Look through the material below. Copy every line with the string "positions" in it.

=== Raw data ===

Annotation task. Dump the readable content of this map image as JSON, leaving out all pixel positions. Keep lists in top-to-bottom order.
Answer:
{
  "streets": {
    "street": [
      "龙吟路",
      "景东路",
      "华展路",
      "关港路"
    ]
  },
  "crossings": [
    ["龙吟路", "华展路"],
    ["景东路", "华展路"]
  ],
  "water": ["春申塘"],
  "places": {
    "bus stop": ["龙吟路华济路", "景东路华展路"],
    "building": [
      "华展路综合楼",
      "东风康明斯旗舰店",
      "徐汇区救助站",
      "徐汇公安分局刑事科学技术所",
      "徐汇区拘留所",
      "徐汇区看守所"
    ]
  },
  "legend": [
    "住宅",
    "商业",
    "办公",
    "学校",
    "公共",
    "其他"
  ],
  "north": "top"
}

===
=== Raw data ===

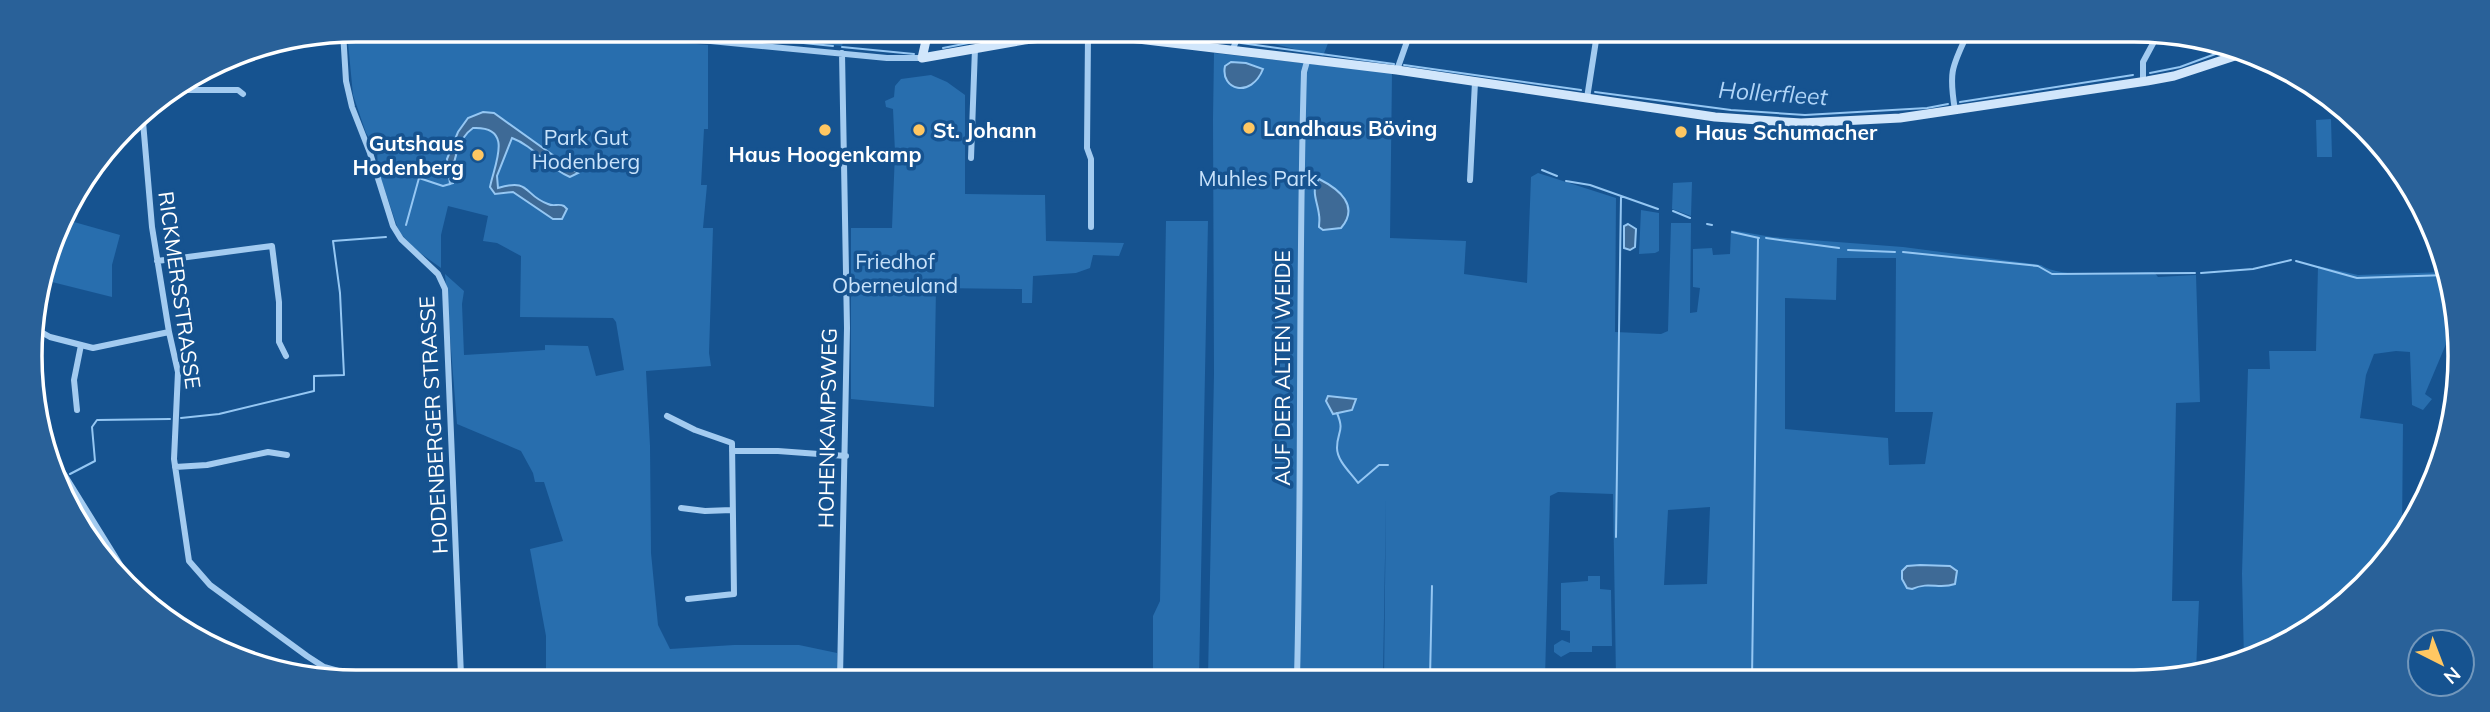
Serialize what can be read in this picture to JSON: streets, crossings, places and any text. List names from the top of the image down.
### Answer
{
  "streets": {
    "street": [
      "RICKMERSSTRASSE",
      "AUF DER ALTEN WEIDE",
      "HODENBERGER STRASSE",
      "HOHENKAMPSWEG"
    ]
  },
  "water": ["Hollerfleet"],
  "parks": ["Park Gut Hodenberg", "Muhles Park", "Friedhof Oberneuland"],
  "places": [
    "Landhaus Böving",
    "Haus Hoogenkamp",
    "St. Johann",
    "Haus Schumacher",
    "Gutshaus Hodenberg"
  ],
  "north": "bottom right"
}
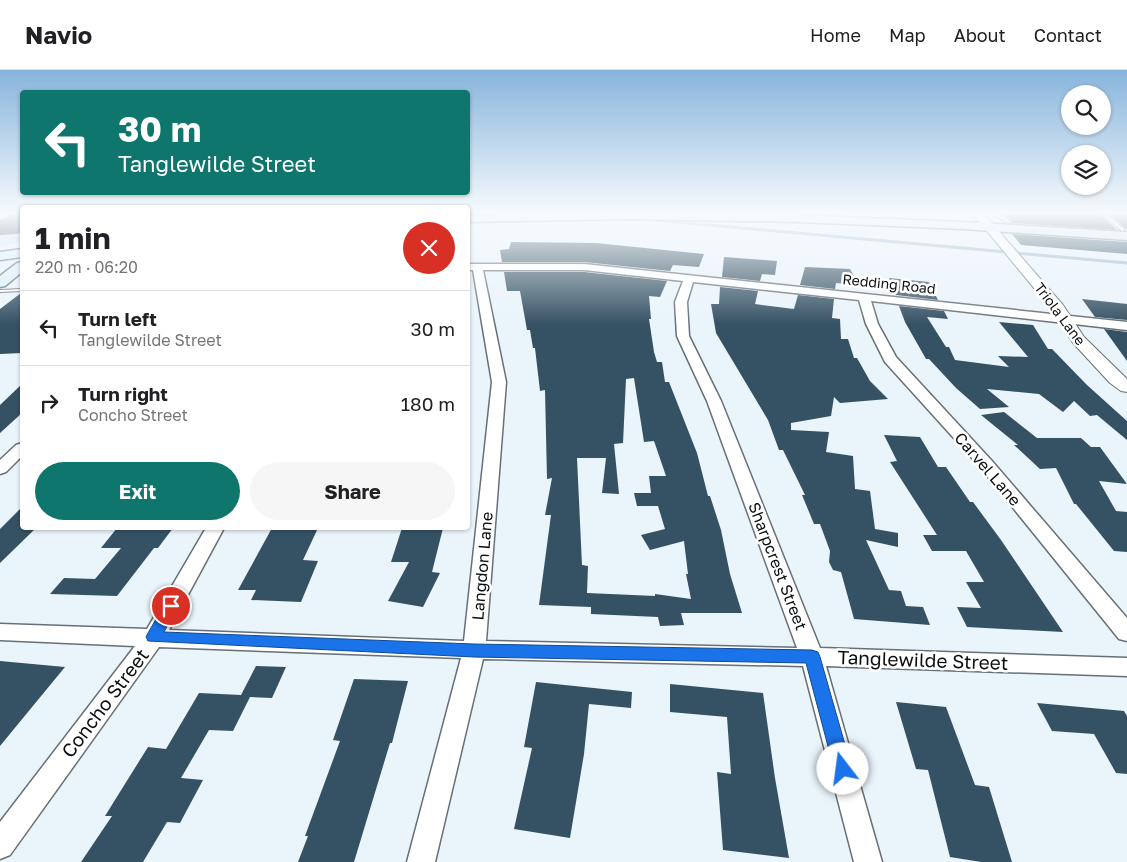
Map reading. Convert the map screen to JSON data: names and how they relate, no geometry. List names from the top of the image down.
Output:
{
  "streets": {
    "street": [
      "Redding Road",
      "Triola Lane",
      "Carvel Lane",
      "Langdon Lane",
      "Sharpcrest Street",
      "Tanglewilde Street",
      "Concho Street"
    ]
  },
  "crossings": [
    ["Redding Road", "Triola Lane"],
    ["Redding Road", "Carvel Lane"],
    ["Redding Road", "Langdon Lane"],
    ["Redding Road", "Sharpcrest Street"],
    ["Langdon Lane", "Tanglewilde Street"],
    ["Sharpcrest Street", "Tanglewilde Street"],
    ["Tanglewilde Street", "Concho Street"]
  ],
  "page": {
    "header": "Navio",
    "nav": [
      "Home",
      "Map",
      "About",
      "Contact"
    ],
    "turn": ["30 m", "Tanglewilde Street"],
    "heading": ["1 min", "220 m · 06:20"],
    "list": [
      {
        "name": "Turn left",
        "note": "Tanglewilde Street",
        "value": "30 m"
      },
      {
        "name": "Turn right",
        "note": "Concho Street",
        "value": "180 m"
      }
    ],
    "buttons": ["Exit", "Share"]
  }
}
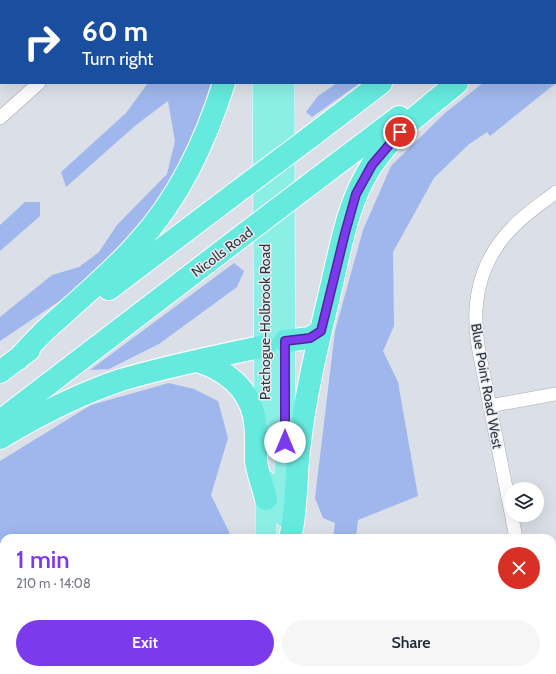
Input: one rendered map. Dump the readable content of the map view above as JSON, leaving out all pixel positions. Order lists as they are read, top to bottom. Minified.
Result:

===
=== Raw data ===

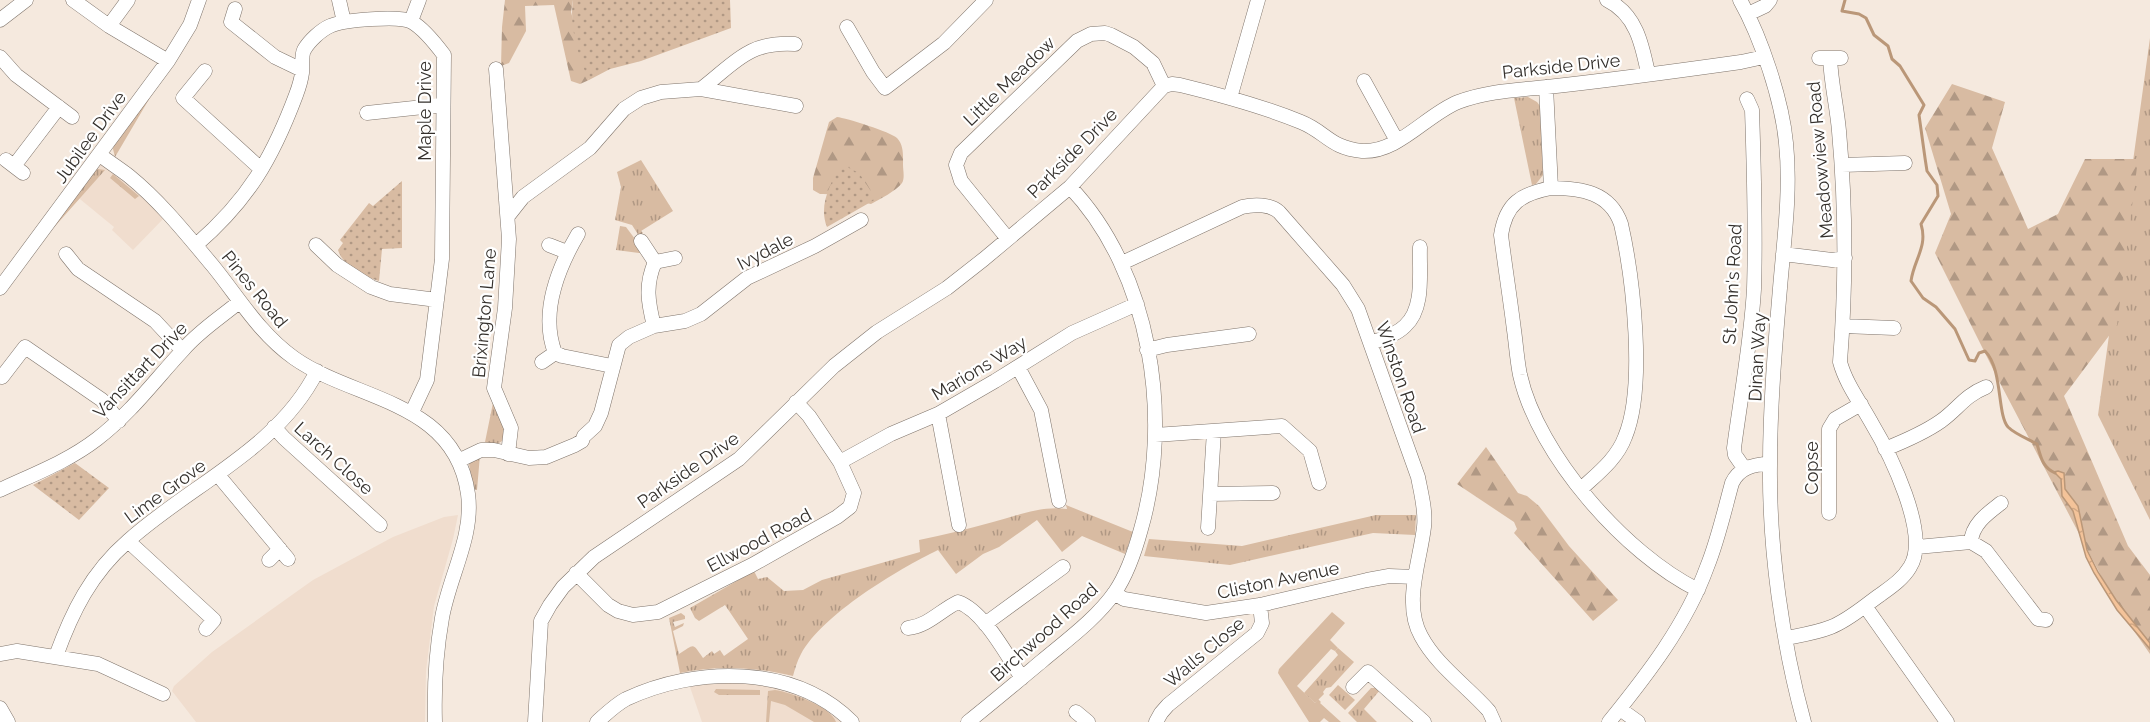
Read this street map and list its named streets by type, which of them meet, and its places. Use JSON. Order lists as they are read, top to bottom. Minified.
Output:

===

§ Reply to the exercise:
Annotation task. Dump the readable content of this map image as JSON, leaving out all pixel positions. Keep lists in top-to-bottom order.
Input: one rendered map. Dump the readable content of the map view above as JSON, leaving out all pixel positions. Order lists as they are read, top to bottom. Minified.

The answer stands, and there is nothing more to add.